Psycho cycle, psycho cycle, fogo que consome fogo. A garoa bem fininha, por dentro coração quente. Deus vai longe, mas sobeja poesia, agonia dos anjos em versos cadenciados. Oração crente.

A gente nunca sabe o que pode acontecer. A manhã começou como outra qualquer, o céu confiável, o leite do café bem cremoso. Do oceano vinha uma brisa sutil, que de mansinho chegava pela janela. Parecendo um dia fácil, tudo nos conformes, mas logo passou a se inquietar. A começar pela Dona Laura, a cara magra na calçada oposta, mal pôs os pés na rua. Sair de casa e esbarrar com ela...  não era esquisito cumprimentar a velhota sem a mãe por perto, saltando duas gerações duma vez só? A vizinha disse Oi, tudo bem? Ela tímida, toda corada só de acenar com a mão.

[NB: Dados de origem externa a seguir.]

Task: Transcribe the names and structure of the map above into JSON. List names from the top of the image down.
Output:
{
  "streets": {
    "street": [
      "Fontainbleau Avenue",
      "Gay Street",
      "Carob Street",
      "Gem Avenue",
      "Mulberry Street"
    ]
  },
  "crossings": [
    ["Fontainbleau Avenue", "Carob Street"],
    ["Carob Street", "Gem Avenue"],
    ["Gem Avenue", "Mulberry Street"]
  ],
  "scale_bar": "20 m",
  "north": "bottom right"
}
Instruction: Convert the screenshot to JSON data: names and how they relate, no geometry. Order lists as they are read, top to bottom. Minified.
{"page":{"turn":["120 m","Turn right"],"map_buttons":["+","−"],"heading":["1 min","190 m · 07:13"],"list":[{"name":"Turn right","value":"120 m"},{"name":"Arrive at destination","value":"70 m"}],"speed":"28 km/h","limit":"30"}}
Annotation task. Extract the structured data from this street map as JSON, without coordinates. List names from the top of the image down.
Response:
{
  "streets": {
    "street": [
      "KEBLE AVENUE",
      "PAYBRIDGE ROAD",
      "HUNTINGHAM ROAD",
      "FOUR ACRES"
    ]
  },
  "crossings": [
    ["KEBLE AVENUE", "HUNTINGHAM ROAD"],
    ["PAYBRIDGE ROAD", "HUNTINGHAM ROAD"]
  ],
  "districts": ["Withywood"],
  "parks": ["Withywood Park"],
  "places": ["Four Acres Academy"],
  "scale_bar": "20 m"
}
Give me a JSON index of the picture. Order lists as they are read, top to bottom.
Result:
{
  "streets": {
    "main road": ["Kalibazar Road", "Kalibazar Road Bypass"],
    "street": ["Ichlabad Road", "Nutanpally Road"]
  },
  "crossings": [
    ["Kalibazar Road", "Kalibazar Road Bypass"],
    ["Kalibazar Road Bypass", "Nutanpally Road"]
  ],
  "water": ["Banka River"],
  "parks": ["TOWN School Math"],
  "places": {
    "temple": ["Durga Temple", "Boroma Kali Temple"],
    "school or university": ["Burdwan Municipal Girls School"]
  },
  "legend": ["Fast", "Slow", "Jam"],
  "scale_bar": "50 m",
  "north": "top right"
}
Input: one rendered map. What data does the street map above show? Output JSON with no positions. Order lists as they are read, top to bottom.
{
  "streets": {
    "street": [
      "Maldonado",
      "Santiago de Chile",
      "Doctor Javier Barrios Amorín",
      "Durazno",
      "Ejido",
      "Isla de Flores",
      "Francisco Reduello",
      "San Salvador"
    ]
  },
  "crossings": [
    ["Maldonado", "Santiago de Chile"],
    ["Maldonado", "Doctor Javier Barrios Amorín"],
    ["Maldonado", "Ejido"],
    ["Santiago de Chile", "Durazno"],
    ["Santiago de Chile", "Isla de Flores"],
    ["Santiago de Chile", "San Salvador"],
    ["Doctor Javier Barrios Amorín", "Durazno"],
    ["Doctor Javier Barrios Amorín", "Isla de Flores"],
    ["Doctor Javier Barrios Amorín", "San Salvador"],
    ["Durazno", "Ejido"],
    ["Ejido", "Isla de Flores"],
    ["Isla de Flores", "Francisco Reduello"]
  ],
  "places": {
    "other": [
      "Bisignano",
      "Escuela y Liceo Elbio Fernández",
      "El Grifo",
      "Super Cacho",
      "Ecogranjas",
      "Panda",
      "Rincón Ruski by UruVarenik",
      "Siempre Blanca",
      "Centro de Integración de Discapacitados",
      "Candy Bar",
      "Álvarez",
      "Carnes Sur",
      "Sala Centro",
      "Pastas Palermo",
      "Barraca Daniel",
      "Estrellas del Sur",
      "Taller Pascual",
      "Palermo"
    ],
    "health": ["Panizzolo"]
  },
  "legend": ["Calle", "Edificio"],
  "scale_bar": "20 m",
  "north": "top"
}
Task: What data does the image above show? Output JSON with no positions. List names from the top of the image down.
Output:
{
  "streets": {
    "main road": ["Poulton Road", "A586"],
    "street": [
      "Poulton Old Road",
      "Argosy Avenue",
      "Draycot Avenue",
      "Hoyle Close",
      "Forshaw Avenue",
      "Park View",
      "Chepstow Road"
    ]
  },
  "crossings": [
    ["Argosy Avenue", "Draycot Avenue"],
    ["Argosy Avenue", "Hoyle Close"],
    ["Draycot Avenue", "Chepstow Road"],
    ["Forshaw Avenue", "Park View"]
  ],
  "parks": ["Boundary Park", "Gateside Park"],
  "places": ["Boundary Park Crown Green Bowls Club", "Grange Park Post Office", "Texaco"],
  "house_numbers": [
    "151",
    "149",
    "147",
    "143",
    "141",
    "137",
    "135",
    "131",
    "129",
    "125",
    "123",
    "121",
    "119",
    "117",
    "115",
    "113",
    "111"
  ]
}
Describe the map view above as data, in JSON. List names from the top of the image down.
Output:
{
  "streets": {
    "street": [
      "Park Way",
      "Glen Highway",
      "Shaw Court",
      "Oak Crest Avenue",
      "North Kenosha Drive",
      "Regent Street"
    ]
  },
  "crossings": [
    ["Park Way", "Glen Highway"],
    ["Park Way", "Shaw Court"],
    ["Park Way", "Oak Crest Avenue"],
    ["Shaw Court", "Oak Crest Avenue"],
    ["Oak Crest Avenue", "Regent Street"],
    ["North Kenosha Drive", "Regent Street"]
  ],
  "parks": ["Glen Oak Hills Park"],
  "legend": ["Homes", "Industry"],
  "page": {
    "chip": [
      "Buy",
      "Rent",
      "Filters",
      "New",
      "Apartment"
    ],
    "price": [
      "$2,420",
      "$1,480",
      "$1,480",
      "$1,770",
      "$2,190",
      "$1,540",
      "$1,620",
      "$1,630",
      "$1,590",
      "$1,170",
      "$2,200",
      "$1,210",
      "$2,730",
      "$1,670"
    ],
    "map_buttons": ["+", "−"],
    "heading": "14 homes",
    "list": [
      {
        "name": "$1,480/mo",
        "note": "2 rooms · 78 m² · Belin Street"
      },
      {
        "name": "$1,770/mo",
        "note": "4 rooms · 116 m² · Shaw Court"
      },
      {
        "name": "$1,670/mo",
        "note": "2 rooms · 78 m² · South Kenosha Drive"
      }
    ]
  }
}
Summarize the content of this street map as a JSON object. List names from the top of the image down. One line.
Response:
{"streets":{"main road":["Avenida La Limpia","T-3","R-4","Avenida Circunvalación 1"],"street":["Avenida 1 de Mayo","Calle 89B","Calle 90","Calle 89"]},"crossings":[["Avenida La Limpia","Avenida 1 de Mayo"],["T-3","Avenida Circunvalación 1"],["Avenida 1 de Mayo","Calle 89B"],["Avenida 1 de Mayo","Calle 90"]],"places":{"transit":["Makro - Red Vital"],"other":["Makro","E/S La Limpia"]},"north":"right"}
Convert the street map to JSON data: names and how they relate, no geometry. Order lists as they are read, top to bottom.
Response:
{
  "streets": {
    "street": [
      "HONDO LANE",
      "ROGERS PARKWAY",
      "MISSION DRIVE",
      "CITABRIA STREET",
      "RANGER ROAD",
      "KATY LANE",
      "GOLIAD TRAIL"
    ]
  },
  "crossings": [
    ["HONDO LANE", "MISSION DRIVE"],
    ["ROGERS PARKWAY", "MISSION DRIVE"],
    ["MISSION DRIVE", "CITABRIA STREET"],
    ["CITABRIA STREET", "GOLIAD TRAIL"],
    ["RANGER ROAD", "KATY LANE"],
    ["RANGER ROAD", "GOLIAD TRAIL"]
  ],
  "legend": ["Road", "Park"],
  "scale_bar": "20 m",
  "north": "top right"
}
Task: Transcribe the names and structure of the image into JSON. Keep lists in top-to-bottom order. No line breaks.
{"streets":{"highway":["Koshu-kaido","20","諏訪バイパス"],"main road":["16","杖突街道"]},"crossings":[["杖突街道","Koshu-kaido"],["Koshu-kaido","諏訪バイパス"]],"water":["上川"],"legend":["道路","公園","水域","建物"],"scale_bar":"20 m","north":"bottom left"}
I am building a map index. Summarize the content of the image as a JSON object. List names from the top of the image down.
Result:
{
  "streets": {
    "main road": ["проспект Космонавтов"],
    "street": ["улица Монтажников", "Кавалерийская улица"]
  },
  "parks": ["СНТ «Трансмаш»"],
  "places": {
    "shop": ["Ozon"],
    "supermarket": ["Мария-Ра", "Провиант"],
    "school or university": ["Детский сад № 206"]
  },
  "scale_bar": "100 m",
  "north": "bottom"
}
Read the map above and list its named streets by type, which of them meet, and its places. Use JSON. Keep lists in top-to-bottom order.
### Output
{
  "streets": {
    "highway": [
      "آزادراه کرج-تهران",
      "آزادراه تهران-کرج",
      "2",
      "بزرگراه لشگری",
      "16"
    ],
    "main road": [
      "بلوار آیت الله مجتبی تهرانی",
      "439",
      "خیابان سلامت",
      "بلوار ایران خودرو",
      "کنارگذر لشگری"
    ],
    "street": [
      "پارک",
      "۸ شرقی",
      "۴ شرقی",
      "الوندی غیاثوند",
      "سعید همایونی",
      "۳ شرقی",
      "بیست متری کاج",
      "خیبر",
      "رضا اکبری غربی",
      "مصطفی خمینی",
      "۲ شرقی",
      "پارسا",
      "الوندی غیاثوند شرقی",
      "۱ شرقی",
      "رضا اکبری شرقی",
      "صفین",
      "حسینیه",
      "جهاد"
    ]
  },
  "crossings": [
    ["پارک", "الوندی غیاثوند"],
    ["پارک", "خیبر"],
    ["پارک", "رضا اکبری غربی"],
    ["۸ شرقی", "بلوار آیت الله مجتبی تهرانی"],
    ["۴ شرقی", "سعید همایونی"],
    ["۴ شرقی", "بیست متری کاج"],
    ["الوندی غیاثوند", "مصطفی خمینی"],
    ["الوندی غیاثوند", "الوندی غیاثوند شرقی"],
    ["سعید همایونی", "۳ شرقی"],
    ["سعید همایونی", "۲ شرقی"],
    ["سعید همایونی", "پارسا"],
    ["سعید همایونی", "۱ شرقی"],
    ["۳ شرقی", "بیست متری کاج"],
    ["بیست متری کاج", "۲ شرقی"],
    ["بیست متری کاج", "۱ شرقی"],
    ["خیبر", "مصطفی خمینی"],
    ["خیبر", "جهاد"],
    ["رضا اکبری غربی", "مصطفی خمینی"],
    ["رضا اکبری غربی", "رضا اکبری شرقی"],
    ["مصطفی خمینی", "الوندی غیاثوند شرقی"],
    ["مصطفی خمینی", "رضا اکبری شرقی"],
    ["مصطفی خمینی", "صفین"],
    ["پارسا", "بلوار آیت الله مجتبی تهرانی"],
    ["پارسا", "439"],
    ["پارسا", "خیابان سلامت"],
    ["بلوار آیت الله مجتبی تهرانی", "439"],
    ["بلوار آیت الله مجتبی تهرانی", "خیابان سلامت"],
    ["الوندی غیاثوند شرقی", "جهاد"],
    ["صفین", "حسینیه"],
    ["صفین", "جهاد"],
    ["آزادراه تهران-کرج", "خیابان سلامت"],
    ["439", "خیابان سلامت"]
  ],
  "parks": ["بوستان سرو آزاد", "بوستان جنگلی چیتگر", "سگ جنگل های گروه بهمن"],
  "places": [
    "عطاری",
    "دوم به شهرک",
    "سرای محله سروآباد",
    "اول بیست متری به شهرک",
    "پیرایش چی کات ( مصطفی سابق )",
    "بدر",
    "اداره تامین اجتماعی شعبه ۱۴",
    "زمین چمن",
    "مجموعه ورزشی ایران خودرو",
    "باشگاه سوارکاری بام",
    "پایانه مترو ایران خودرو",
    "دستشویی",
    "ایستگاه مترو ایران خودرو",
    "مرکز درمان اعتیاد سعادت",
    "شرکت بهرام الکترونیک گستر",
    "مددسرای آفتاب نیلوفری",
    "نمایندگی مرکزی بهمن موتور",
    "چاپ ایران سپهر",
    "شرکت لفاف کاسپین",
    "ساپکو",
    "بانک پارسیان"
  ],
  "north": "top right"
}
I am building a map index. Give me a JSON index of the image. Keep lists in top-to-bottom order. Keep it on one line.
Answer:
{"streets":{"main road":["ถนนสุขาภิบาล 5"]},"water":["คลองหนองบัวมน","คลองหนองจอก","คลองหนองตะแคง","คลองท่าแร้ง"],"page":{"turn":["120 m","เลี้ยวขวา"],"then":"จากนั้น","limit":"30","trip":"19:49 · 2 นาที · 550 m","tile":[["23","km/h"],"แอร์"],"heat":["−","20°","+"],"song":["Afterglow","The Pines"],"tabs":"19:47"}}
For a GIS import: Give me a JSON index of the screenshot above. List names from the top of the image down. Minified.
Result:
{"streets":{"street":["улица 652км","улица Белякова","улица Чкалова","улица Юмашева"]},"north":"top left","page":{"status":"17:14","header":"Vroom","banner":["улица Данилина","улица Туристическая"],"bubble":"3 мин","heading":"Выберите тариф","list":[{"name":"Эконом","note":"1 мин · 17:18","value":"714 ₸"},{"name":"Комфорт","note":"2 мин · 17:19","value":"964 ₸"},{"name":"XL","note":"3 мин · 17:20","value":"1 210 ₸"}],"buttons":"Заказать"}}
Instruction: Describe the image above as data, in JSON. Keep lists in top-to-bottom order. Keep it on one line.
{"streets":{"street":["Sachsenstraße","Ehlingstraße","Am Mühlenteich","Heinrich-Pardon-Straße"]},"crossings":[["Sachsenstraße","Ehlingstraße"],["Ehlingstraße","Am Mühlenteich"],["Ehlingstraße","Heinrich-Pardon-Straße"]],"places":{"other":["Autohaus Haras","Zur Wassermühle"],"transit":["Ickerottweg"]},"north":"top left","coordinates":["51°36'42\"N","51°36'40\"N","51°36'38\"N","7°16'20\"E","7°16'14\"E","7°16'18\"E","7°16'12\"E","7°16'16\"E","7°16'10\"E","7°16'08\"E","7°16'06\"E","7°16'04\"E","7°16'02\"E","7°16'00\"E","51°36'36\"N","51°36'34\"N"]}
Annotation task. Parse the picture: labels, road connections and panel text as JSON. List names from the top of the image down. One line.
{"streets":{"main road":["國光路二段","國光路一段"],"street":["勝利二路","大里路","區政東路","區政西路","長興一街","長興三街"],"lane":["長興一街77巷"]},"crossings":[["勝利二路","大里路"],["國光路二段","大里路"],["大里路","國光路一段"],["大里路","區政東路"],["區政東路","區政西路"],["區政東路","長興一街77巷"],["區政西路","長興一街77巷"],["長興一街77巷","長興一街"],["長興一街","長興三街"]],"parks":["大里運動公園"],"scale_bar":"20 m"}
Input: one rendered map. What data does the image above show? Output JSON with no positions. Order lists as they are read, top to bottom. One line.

Acelerar o passo, ir até o campinho e ver os rapazes. Eles não cansam de jogar bola, ela não cansa de olhar. Um corre-corre danado, a grama gasta de tanto que eles caem, às vezes parecem bichos. De repente um passe de trivela, um drible no zagueiro, um gol de cobertura. A menina bate palmas, dá pulinhos, gosta de assistir mais até do que gostam de jogar. O suor que eles não conseguem limpar, os palavrões que eles não conseguem conter.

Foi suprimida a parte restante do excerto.